(DESCRIPTION OF THE TASK):
Retype, please, the listing from its opening line through the line that contains "position:absolute; left:15px; bottom:12px;", both included, without the pictures.

(EXCERPTED RECORDS):
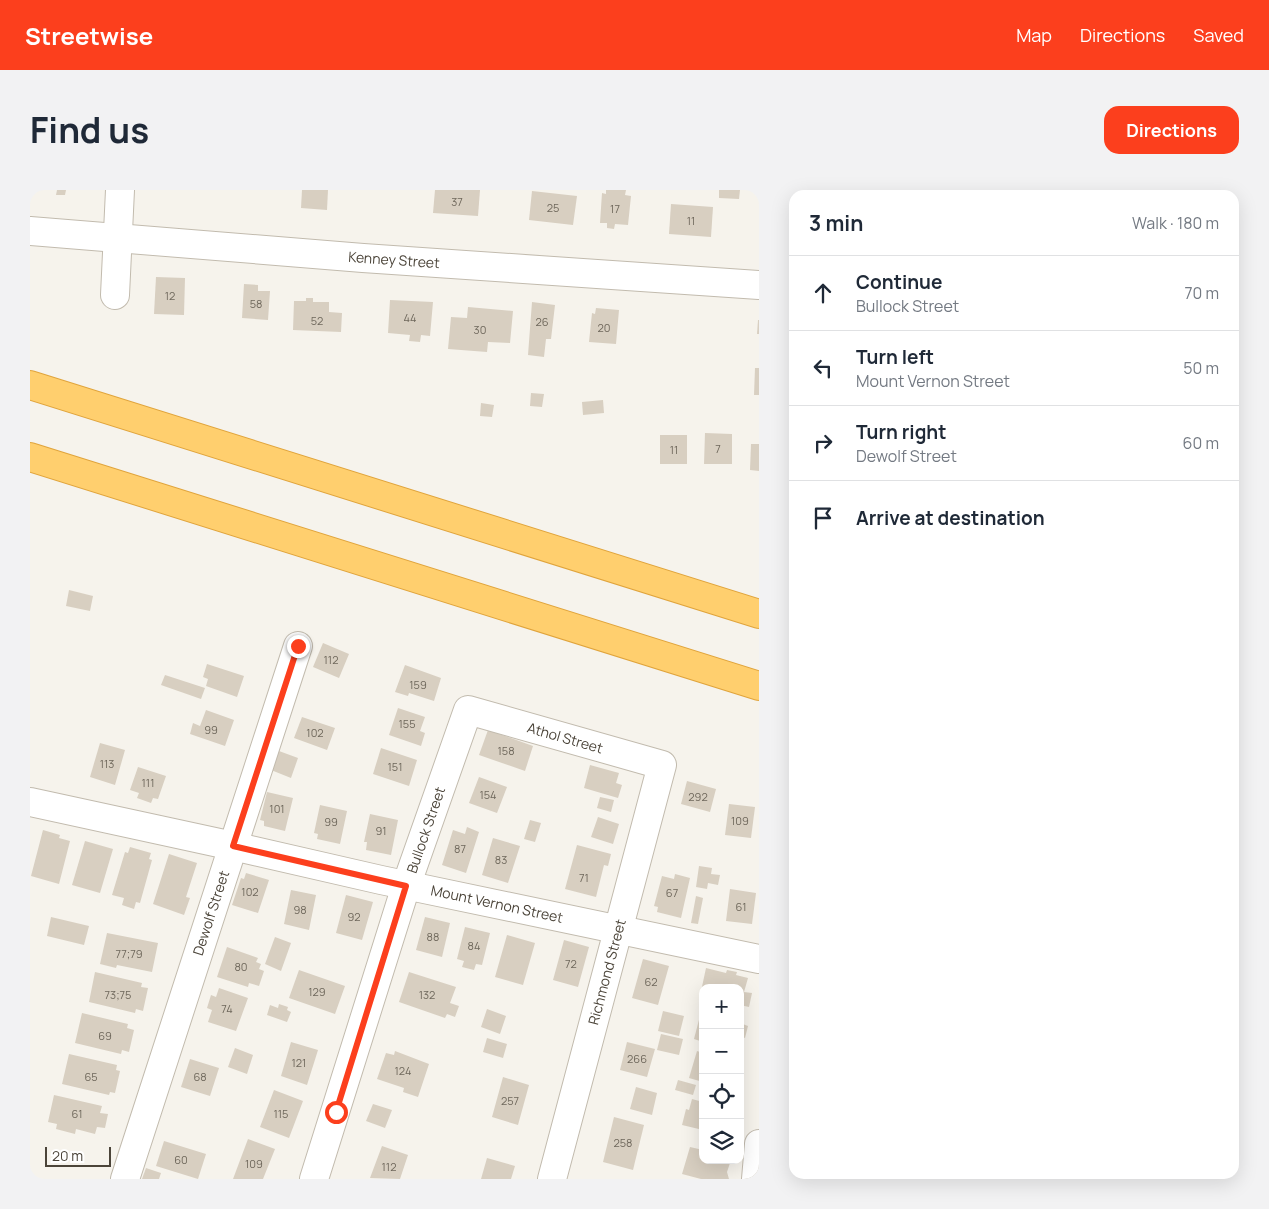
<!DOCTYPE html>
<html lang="en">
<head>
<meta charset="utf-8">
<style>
	body { margin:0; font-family:Manrope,sans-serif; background:#f2f2f3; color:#1f2937 }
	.controls { position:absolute; right:15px; bottom:15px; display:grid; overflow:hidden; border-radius:10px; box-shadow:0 5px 20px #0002 }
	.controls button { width:45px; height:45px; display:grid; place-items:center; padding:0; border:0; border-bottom:1px solid #e0e1e3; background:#fff; color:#1f2937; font:25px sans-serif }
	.scale { position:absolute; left:15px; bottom:12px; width:66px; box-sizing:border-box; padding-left:5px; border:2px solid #4b4439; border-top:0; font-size:14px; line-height:18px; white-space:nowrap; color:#4b4439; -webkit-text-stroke:4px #fff; paint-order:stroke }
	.stop { position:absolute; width:15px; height:15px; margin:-11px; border:4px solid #fc3f1d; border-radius:50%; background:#fff }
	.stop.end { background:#fc3f1d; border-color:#fff; box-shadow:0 1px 5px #0008 }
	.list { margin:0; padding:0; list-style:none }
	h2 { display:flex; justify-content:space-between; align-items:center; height:65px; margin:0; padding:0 20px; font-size:21px }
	h2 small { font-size:16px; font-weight:400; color:#747a83 }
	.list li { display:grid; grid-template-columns:32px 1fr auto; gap:15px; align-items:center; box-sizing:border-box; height:75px; padding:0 20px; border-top:1px solid #e0e1e3 }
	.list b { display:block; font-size:19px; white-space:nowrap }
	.list p { margin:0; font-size:16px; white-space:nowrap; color:#747a83 }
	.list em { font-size:16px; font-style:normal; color:#747a83 }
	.icon { flex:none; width:28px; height:28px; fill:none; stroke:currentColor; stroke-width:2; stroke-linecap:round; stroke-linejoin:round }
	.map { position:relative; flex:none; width:729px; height:989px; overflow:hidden; border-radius:15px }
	header { display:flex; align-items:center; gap:30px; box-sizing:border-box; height:70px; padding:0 25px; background:#fc3f1d; color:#fff }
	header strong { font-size:24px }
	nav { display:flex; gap:28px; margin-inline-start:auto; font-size:18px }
	.intro { display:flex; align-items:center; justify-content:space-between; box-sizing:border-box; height:120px; padding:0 30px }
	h1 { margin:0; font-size:35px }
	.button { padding:12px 22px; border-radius:15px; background:#fc3f1d; color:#fff; font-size:18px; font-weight:700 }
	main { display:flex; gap:30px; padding:0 30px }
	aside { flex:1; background:#fff; border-radius:15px; box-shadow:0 5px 20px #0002 }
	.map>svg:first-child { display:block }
</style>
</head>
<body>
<header>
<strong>Streetwise</strong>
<nav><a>Map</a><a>Directions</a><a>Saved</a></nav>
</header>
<div class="intro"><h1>Find us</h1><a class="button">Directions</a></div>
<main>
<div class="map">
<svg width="729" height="989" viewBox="0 0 729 989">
	<rect width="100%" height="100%" fill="#f6f3ec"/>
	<g fill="#d8cfc1">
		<path d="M 27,0 L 36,0 L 35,5 L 26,5 Z"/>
		<path d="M 272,0 L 298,0 L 297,20 L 271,18 Z"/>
		<path d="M 405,0 L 450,0 L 448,26 L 403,23 Z"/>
		<path d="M 576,0 L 596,0 L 595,5 L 601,6 L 598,35 L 585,34 L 584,39 L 577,38 L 577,33 L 570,33 L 572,3 L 576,4 Z"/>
		<path d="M 689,0 L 710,0 L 709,9 L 689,8 Z"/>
		<path d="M 502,1 L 547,6 L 543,35 L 499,30 Z"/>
		<path d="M 641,14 L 683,17 L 681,47 L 639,44 Z"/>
		<path d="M 126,87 L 155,88 L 154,125 L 124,124 Z"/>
		<path d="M 214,94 L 228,95 L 228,101 L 240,101 L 238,130 L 212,128 Z"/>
		<path d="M 276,108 L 283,108 L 283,112 L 299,112 L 299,122 L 312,123 L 311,142 L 263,140 L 264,111 L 276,111 Z"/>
		<path d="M 360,110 L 403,112 L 400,146 L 391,145 L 390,152 L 379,151 L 380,145 L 358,143 Z"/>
		<path d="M 502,112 L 525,115 L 521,149 L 516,149 L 514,167 L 498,165 Z"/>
		<path d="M 438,117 L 483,121 L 480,153 L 458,152 L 457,162 L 418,159 L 421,127 L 437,128 Z"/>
		<path d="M 566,118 L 589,120 L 586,154 L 559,152 L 562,123 L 565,124 Z"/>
		<path d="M 728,130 L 729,130 L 729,144 L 727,144 Z"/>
		<path d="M 725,178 L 729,178 L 729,205 L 724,205 Z"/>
		<path d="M 501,203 L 514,204 L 512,217 L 500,216 Z"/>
		<path d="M 573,210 L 574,223 L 553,225 L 552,212 Z"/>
		<path d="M 451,213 L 464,215 L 462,227 L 450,226 Z"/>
		<path d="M 675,243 L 702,244 L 702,274 L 674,274 Z"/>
		<rect x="630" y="245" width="27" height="29"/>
		<path d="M 721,254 L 729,254 L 729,281 L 720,280 Z"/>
		<path d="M 39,400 L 63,406 L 60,421 L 36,416 Z"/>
		<path d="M 293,453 L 319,464 L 309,488 L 283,477 Z"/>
		<path d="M 177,474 L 214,486 L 207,507 L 176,496 L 178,489 L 173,487 Z"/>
		<path d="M 375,475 L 411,488 L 404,511 L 379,503 L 378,506 L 365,502 Z"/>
		<path d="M 135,485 L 175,498 L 171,509 L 131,495 Z"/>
		<path d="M 368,518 L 395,527 L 390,541 L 395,543 L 391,556 L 359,545 Z"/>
		<path d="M 176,520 L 204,530 L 195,556 L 160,544 L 163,533 L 170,536 Z"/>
		<path d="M 272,527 L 305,538 L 297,560 L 264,548 Z"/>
		<path d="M 458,540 L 503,556 L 495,581 L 449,565 Z"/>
		<path d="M 70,553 L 95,560 L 85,595 L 60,587 Z"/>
		<path d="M 351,558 L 387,570 L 379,596 L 343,584 Z"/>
		<path d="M 249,561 L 268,568 L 261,588 L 241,580 Z"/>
		<path d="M 560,575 L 589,583 L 586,593 L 592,595 L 588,608 L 554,598 Z"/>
		<path d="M 108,577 L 136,586 L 128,609 L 123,608 L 121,613 L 107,608 L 109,603 L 100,600 Z"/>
		<path d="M 449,587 L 477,597 L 467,623 L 439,613 Z"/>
		<path d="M 657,591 L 686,599 L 680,622 L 651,614 Z"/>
		<path d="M 237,602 L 263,608 L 255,641 L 234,636 L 234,631 L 230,630 Z"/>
		<path d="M 570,607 L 584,610 L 581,622 L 567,618 Z"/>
		<path d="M 699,614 L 725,617 L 721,648 L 695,645 Z"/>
		<path d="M 290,615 L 317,621 L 310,654 L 287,649 L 288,644 L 284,643 Z"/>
		<path d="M 340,624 L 368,630 L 361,665 L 336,660 L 337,652 L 334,652 Z"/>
		<path d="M 568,627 L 589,634 L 583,654 L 561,647 Z"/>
		<path d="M 500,630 L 511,633 L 505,652 L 494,649 Z"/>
		<path d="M 437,637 L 449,642 L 436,683 L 412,675 L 423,640 L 435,644 Z"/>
		<path d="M 13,640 L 30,645 L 29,648 L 40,651 L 29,694 L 1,686 Z"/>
		<path d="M 463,648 L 490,656 L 478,693 L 452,685 Z"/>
		<path d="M 55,651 L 83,659 L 70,703 L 42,695 Z"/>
		<path d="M 547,655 L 581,664 L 578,676 L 574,675 L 566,707 L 535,699 Z"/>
		<path d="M 100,657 L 121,663 L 119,669 L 122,670 L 110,713 L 106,712 L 104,719 L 92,715 L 94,708 L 82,705 L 95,662 L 98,663 Z"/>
		<path d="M 139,664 L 167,673 L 156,707 L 160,708 L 154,725 L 123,714 Z"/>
		<path d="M 669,676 L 682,678 L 681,684 L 690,685 L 688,695 L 678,693 L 677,699 L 666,697 Z"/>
		<path d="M 216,683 L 239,690 L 228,723 L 202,715 L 211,688 L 214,689 Z"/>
		<path d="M 645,684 L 660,688 L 651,728 L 627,722 L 628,717 L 624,716 L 632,686 L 644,689 Z"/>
		<path d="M 700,699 L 726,703 L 722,734 L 696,731 Z"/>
		<path d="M 261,700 L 286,705 L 279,740 L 254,734 Z"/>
		<path d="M 316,705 L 343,712 L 332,750 L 306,743 Z"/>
		<path d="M 666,706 L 673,708 L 668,734 L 661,733 Z"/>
		<path d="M 21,727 L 59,736 L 54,755 L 17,746 Z"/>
		<path d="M 395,727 L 420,733 L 412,767 L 386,760 Z"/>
		<path d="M 435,737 L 460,743 L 452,775 L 446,774 L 444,780 L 432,777 L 434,771 L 427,769 Z"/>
		<path d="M 77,743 L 128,753 L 122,782 L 87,775 L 86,778 L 70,774 Z"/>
		<path d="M 477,745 L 505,753 L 493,795 L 465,787 Z"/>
		<path d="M 245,747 L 261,753 L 251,781 L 235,774 Z"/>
		<path d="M 534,750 L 559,757 L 548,797 L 523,790 Z"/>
		<path d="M 197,757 L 228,768 L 226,772 L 231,774 L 229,779 L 234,781 L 229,796 L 219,793 L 218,797 L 187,787 Z"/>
		<path d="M 613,769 L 639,776 L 628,815 L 602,808 Z"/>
		<path d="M 676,778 L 696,783 L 697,780 L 707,782 L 706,785 L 718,788 L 714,802 L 722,803 L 719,817 L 710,815 L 710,798 L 673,798 L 673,807 L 670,806 Z"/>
		<path d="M 269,780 L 315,796 L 305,824 L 259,808 Z"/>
		<path d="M 65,782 L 112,793 L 111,797 L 118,798 L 113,821 L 106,819 L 105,823 L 59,812 Z"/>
		<path d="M 379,782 L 426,797 L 420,813 L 429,816 L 425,827 L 417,824 L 415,828 L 369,812 Z"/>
		<path d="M 189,798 L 218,808 L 206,841 L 178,832 L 182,820 L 177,818 L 181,805 L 186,807 Z"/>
		<path d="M 249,814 L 258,817 L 257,820 L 261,822 L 257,832 L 237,825 L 240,815 L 248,818 Z"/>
		<path d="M 457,819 L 476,826 L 470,844 L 451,837 Z"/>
		<path d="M 633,821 L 654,826 L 649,846 L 628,841 Z"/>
		<path d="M 671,822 L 673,823 L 673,852 L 664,849 Z"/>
		<path d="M 52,823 L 98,834 L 97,838 L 104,840 L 99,862 L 92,860 L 91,864 L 45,853 Z"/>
		<path d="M 710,833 L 718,836 L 715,848 L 710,846 Z"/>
		<path d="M 631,844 L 653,849 L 649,865 L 627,860 Z"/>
		<path d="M 457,848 L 477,854 L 473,868 L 453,862 Z"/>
		<path d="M 261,852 L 288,860 L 277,895 L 251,886 Z"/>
		<path d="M 597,852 L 625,859 L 617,887 L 590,880 Z"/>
		<path d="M 205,858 L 223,865 L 217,884 L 198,877 Z"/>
		<path d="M 365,861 L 399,874 L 388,907 L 373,902 L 374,898 L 347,889 L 356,863 L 364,865 Z"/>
		<path d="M 667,861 L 673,863 L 673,892 L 659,888 Z"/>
		<path d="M 39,864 L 87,875 L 86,880 L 90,881 L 85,903 L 80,902 L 79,905 L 32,894 Z"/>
		<path d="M 160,869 L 189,878 L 180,906 L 151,897 Z"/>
		<path d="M 473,887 L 499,895 L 488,935 L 462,927 Z"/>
		<path d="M 648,890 L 666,895 L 663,905 L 645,900 Z"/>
		<path d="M 606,897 L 627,903 L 622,925 L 600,919 Z"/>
		<path d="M 244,900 L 273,911 L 259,948 L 230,937 Z"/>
		<path d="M 24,905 L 72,916 L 70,923 L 78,924 L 75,938 L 67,937 L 65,944 L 46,939 L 45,944 L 26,939 L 27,934 L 18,932 Z"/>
		<path d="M 662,909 L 673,912 L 673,940 L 652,935 L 656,919 L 659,920 Z"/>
		<path d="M 343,914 L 362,920 L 355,938 L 336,931 Z"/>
		<path d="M 584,927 L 614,935 L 603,980 L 573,972 Z"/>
		<path d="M 218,949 L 245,959 L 233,989 L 203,989 Z"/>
		<path d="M 134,951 L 176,964 L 168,989 L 126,976 Z"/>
		<path d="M 352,956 L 378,965 L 370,989 L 340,988 Z"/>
		<path d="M 660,957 L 673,960 L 673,970 L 701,970 L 697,982 L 699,989 L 671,989 L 652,984 Z"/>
		<path d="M 457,968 L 485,976 L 481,989 L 451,989 Z"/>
		<path d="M 116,978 L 131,983 L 129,989 L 112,989 Z"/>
	</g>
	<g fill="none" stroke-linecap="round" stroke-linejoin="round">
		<g stroke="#c2bbae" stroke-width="30">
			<g id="minor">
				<path d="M 0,41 L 333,68 L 729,95"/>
				<path d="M 85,105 L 90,0"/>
				<path d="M 0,612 L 203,656 L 351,690 L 729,769"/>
				<path d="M 95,989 L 268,456"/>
				<path d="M 284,989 L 376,696 L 438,520 L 632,575 L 522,989"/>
				<path d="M 726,989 L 729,954"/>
			</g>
		</g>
		<g stroke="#e0a43c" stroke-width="30">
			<g id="highway">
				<path d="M 0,195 L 729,424"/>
				<path d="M 0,267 L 729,496"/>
			</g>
		</g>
		<use href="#minor" stroke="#fff" stroke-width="28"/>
		<use href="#highway" stroke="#ffcf6e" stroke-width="28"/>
	</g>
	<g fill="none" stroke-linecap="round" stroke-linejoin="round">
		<path stroke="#fc3f1d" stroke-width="6" d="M 268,456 L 203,656 L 376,696 L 306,922"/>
	</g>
	<g text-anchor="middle" stroke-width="5" stroke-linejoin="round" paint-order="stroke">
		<g font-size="11" fill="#6e675b">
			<text x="427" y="16">37</text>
			<text x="523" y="22">25</text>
			<text x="585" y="23">17</text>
			<text x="661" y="35">11</text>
			<text x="140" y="110">12</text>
			<text x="226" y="118">58</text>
			<text x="380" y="132">44</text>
			<text x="287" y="135">52</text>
			<text x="512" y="136">26</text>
			<text x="574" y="142">20</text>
			<text x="450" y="144">30</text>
			<text x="688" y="263">7</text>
			<text x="644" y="264">11</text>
			<text x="301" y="474">112</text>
			<text x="388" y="499">159</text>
			<text x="377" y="538">155</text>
			<text x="181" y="544">99</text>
			<text x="285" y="547">102</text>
			<text x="476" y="565">158</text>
			<text x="77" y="578">113</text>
			<text x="365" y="581">151</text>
			<text x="118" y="597">111</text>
			<text x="458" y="609">154</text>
			<text x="668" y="611">292</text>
			<text x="247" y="623">101</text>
			<text x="710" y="635">109</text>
			<text x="301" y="636">99</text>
			<text x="351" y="645">91</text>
			<text x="430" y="663">87</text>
			<text x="471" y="674">83</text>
			<text x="554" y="692">71</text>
			<text x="220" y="706">102</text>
			<text x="642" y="707">67</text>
			<text x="711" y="721">61</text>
			<text x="270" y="724">98</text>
			<text x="324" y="731">92</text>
			<text x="403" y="751">88</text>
			<text x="444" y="760">84</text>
			<text x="99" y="768">77;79</text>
			<text x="541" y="778">72</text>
			<text x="211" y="781">80</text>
			<text x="621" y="796">62</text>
			<text x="287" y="806">129</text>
			<text x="88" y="809">73;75</text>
			<text x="397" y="809">132</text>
			<text x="197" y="823">74</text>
			<text x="75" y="850">69</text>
			<text x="607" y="873">266</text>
			<text x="269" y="877">121</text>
			<text x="373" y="885">124</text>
			<text x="61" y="891">65</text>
			<text x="170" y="891">68</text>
			<text x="480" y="915">257</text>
			<text x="47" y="928">61</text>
			<text x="251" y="928">115</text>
			<text x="593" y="957">258</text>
			<text x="151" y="974">60</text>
			<text x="224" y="978">109</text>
			<text x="359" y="981">112</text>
		</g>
		<g font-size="14" fill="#4b4439" stroke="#fff">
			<text transform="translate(364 70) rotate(4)" y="5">Kenney Street</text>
			<text transform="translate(535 548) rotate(16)" y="5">Athol Street</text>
			<text transform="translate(396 640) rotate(-71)" y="5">Bullock Street</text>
			<text transform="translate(467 714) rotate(12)" y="5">Mount Vernon Street</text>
			<text transform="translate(181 723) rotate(-72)" y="5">Dewolf Street</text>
			<text transform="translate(577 782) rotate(-75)" y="5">Richmond Street</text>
		</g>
	</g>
</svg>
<div class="controls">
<button>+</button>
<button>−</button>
<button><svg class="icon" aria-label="locate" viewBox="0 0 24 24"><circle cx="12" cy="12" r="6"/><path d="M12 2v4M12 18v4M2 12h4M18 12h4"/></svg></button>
<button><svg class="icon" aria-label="layers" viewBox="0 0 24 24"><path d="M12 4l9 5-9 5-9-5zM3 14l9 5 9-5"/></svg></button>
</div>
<div class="scale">20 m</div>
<div class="stop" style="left:306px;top:922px"></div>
<div class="stop end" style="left:268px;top:456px"></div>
</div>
<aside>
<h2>3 min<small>Walk · 180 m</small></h2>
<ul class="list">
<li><svg class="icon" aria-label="ahead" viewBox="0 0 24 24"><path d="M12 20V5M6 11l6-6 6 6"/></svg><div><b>Continue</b><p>Bullock Street</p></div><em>70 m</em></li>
<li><svg class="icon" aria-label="left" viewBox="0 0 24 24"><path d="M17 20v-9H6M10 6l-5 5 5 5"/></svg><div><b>Turn left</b><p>Mount Vernon Street</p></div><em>50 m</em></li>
<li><svg class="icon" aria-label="right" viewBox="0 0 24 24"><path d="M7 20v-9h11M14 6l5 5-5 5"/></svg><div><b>Turn right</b><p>Dewolf Street</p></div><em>60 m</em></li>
<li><svg class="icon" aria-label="arrive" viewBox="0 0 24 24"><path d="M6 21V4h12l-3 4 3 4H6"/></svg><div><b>Arrive at destination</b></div></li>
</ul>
</aside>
</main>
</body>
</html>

(PROBLEM SOLUTION):
<!DOCTYPE html>
<html lang="en">
<head>
<meta charset="utf-8">
<style>
	body { margin:0; font-family:Manrope,sans-serif; background:#f2f2f3; color:#1f2937 }
	.controls { position:absolute; right:15px; bottom:15px; display:grid; overflow:hidden; border-radius:10px; box-shadow:0 5px 20px #0002 }
	.controls button { width:45px; height:45px; display:grid; place-items:center; padding:0; border:0; border-bottom:1px solid #e0e1e3; background:#fff; color:#1f2937; font:25px sans-serif }
	.scale { position:absolute; left:15px; bottom:12px; width:66px; box-sizing:border-box; padding-left:5px; border:2px solid #4b4439; border-top:0; font-size:14px; line-height:18px; white-space:nowrap; color:#4b4439; -webkit-text-stroke:4px #fff; paint-order:stroke }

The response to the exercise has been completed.